Tuesday 1 January 2013

wet 2012

April was wet. Very wet.  For April.

But what about the whole of 2012?  It certainly felt wet.  How wet was it?

Well, since records began (our records, that is, which began in mid-2005), 2012 was indeed the wettest year ever:

annual rainfall, in mm
It certainly bucked the trend of the previous two "drought" years.  No hosepipe bans for a few months more, I expect.  So, April was wet; 2012 was wet.  Was April a particularly wet month in 2012?

mean, median, and 2012 monthly rainfall, in mm
So, April was only the third wettest month, beaten by December, and washed away by July. Strangely, when the north of England was being flooded out in September, down our way (near Cambridge) it was one of the driest months of the year!

Those mean/median figures don't tell anything like the whole story, though.  Here's more information:

min, lower quartile, median, upper quartile, max, and 2012 monthly rainfall, in mm
The box plots summarise the 2005-2011 data, and the blue bars are the 2012 data.  A blue bar within the lower/upper quartile box is nothing special: half the data falls there.  So May, September (the flooding month!), and November were fairly typical.

A blue box between the min/max lines is a little bit special, as only a quarter of the data falls in the first or last quartile (hence the name!).  So January and March were a bit on the dry side, while June, October and December were a bit wet.  (Well, December was quite a bit wet, being nearly at the maximum.)

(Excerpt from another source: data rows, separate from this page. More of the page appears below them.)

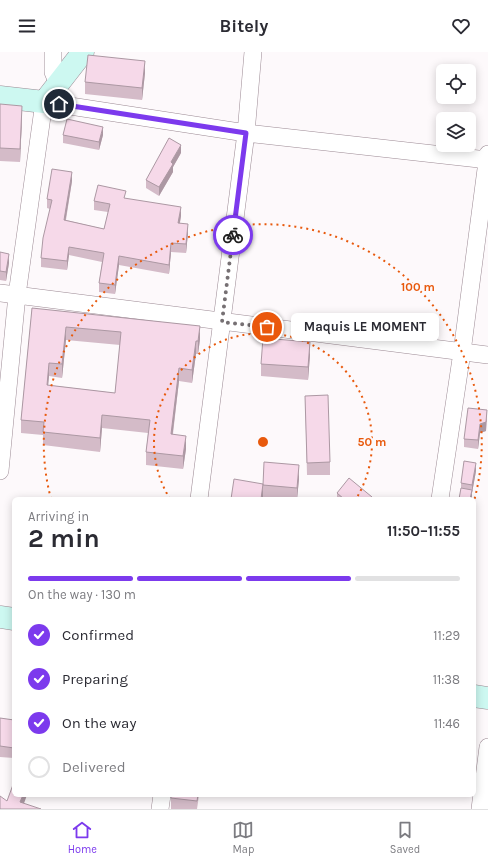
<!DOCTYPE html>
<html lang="en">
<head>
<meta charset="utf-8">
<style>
  :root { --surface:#fff; --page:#f2f2f3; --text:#2b2b33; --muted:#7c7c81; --line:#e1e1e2; --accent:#7c3aed }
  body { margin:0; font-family:Karla,sans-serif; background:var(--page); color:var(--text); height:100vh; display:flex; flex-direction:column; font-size:15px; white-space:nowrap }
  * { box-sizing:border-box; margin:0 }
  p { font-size:13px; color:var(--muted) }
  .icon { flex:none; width:22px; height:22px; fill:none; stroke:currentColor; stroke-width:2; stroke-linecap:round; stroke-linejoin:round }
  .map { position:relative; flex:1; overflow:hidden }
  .panel { position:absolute; left:12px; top:445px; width:464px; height:300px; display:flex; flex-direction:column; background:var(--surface); border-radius:6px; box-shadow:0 2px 10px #0003 }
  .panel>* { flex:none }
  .fabs { position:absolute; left:436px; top:12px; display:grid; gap:8px }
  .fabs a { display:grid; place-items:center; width:40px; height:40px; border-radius:6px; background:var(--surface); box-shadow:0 2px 10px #0003; font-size:20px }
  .pin { position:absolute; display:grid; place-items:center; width:34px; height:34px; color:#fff; margin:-17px; border:2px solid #fff; border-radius:50%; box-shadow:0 1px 4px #0007 }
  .courier { position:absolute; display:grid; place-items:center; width:40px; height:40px; margin:-20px; border:3px solid #7c3aed; border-radius:50%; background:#fff; color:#222; box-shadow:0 1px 5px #0007 }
  .bubble { position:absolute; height:28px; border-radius:6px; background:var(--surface); box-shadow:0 2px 10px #0003; font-size:13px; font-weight:700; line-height:28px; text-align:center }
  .overview em { font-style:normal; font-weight:700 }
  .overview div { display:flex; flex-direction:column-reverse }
  .overview { display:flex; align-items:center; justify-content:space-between; height:68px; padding:0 16px }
  h1 { font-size:26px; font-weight:700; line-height:30px }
  .bar { display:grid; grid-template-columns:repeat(4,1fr); gap:6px 4px; align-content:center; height:48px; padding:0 16px }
  .bar i { height:5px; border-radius:3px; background:var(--line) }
  .bar .active { background:var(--accent) }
  .bar p { grid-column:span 4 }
  ol { padding:0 16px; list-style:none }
  li { display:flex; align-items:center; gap:12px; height:44px }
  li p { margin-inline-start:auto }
  li .icon { padding:4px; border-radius:50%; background:var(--accent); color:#fff; stroke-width:4 }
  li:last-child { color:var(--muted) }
  li i { width:22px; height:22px; border:2px solid var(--line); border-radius:50% }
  header { display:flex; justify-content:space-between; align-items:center; height:52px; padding:0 16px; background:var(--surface); font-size:18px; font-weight:700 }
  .tab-bar { display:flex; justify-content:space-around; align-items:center; height:56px; border-top:1px solid var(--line); background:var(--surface); font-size:11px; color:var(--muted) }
  .tab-bar a { display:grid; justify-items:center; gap:2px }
  .tab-bar .active { color:var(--accent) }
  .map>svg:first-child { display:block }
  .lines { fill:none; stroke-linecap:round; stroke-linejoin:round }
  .street-casing { stroke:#9c8a94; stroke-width:18 }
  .secondary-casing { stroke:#9c8a94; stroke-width:23 }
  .street { stroke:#fff; stroke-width:17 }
  .secondary { stroke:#cdf8f1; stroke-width:22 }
  .wall { fill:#d4bbc8; fill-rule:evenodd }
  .shaded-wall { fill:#ac98a3 }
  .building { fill:#f6d9e9; stroke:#ac98a3; fill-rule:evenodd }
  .done { stroke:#767073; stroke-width:4; stroke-dasharray:0 7.2 }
  .route { stroke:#7c3aed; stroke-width:5 }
  .ring { fill:none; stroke:#e8590c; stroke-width:2; stroke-dasharray:2 4 }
  .centre { fill:#e8590c; stroke:#fdf9fb; stroke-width:2 }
  .ring-label { font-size:12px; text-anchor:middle; font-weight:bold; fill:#e8590c; stroke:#fdf9fb; stroke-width:4; stroke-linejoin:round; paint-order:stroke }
</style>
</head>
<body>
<header><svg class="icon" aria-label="menu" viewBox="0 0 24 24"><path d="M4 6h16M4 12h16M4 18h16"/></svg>Bitely<svg class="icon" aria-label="heart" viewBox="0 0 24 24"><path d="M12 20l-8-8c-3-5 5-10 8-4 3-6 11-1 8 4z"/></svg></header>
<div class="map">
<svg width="488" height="757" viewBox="0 0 488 757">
  <rect width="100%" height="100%" fill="#fdf9fb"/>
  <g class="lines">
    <g class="street-casing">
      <path id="street" d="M53 0V20L58 32
        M0 241 488 303
        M0 419 17 243 44 50 246 81 488 108
        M199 447 246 81 253 0
        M440 447 462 300 488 102
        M160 757 162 743
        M480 757 488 695"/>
    </g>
    <g class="secondary-casing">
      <path id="secondary" d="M0 45 44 50 83 0
        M0 565 14 567
        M474 644 488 646"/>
    </g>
    <use href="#street" class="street"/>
    <use href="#secondary" class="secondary"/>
  </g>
  <path class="wall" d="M145 21 142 48 85 42V30Z
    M0 52 22 66 20 110 0 109Z
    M63 83H103L99 98 63 91Z
    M181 101 173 115V120L159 144 146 136V128Z
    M72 129 66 168 104 177 108 160 94 158V149L126 147 181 164 180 171 188 181 186 201 171 200 169 222 119 213 115 242 99 240V231L102 210 69 203 67 218 41 215V206L50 157 47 156V147Z
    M0 200 9 211 6 229 0 228Z
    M32 256 200 287 198 302H196L192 331 179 329 173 382 186 397 183 417 146 413V400L148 381 102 376 100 400 43 393V383L21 381V368ZM66 288 120 293 115 341 48 333 49 324 62 326Z
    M310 303 308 328 261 324V312Z
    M305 344 330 410V423H307Z
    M487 367 486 379 480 381 478 397 464 395V387Z
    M476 419 472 441 461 436V431Z
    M299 427 297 447H231L263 432Z
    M337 441 372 447H337Z
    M0 666 14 668V706L0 705Z
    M171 743H199L197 757H171Z"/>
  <path class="shaded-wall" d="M145 9V21L142 48V36Z
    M22 54V66L20 110V97Z
    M103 75V83L99 98V90Z
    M181 93V101L173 115V120L159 144V135L171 110Z
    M72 120V129L64 177V168Z
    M181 155V164L178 180V171Z
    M188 172V181L186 201V192Z
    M171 191V200L169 222V213Z
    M69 195V203L67 218V209Z
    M9 202V211L6 229V220Z
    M119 204V213L115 242V233Z
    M200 274V287L198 302V289Z
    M66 275V288L62 326V312Z
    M196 289V302L192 331V318Z
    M310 290V303L308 328V315Z
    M49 311V324L47 346V333Z
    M179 316V329L171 395V382Z
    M487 358 486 379 480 381 478 397V388L480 372Z
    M102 363V376L100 400V386Z
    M186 384V397L183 417V404Z
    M476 411V419L472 441V433Z
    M299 413V427L297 447V436Z
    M263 432V447H261Z
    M472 438V447H470Z
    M23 743H27L22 757 20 750Z"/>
  <path class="building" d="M88 3 145 9 142 36 85 30Z
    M0 52 22 54 20 97 0 96Z
    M67 67 103 75 99 90 63 83Z
    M169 86 181 93 171 110 173 112 159 135 146 128Z
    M52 117 72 120 64 168 104 177 110 152 94 149 98 133 126 139 124 146 181 155 178 171 188 172 186 192 171 191 169 213 119 204 115 233 99 231 104 201 69 195 67 209 41 206 43 186 52 148 47 147Z
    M0 200 9 202 6 220 0 219Z
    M32 256 200 274 198 289H196L192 318 179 316 171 382 186 384 183 404 146 400 150 368 102 363 100 386 43 380 44 370 21 368ZM66 275 121 280 115 341 47 333 49 311 62 312Z
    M263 286 310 290 308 315 261 312Z
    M328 343 330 410 307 411 305 344Z
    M468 356 487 358 486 370 480 372 478 388 464 387Z
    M464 409 476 411 472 433 461 431Z
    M264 410 299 413 297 436 263 433Z
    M349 426 372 445 370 447H344L337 441Z
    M234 427 263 432 261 447H231Z
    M461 436 472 438 470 447H459Z
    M0 666 14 668V696L0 694Z
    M14 730V743H23L20 750 41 757H0V744L7 749Z
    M171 743H198L197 749 171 746Z"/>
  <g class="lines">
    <path class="done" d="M233 183 222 270 267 275"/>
    <path class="route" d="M59 52 246 81 233 183"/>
  </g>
  <g class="ring">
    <path d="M170 447A109 109 0 1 1 356 447"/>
    <path d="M51 447A219 219 0 1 1 474 449"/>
  </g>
  <circle cx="263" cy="390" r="6" class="centre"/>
  <g class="ring-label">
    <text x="418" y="239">100 m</text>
    <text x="372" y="394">50 m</text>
  </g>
</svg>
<div class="fabs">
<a><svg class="icon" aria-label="locate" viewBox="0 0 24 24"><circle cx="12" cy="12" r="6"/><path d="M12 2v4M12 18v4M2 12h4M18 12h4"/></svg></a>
<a><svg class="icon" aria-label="layers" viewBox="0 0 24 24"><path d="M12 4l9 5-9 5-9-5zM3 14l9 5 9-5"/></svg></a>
</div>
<div class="pin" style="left:267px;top:275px;background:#ea580c"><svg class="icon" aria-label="bag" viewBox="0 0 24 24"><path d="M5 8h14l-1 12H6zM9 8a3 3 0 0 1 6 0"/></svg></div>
<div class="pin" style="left:59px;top:52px;background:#1f2937"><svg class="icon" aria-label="home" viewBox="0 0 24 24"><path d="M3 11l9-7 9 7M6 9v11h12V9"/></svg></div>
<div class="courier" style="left:233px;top:183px"><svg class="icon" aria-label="bike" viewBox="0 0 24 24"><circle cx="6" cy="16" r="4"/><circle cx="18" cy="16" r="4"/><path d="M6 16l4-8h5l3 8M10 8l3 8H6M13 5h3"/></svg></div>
<div class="bubble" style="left:291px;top:261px;width:148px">Maquis LE MOMENT</div>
<section class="panel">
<div class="overview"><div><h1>2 min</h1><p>Arriving in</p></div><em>11:50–11:55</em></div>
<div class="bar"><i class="active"></i><i class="active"></i><i class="active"></i><i></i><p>On the way · 130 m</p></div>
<ol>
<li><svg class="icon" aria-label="check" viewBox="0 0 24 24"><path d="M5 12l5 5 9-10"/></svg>Confirmed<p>11:29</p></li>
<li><svg class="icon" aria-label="check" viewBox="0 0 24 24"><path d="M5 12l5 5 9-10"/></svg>Preparing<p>11:38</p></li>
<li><svg class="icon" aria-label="check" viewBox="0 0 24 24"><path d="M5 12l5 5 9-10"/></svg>On the way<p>11:46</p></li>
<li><i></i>Delivered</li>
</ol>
</section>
</div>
<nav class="tab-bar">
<a class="active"><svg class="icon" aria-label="home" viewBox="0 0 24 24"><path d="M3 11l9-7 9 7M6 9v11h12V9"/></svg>Home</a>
<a><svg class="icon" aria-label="map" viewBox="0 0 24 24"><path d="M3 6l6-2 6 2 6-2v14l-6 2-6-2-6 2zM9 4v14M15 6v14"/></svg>Map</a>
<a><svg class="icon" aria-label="saved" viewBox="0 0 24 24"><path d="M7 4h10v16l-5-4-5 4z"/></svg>Saved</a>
</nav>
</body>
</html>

I love that difference between the May and June data: very similar medians, minima and maxima, but wildly different lower and upper quartiles.  May is essentially bimodal -- wet or dry (this year was one of the dry ones) -- whilst June is middling damp with a couple of outliers (this year was an outlier, too).

A blue box outside the min/max lines is a driest/wettest seen so far.  Four months in 2012 managed this (but since we have only 8 years of prior data, I'm not going to over-interpret the significance of this).  2012 had the driest February (despite it being a longer leap-year month!) and  August, and the wettest April and July (by far!) since our records began.

So, a bit difficult to make any general statements about the rainfall, then.  This is why in the UK were talk about the weather all the time.  It changes, all the time.  All we can conclude from above is the lovely statement I saw in a newspaper many years ago: "it's usual to have unusual weather this time of year" -- or any time, really!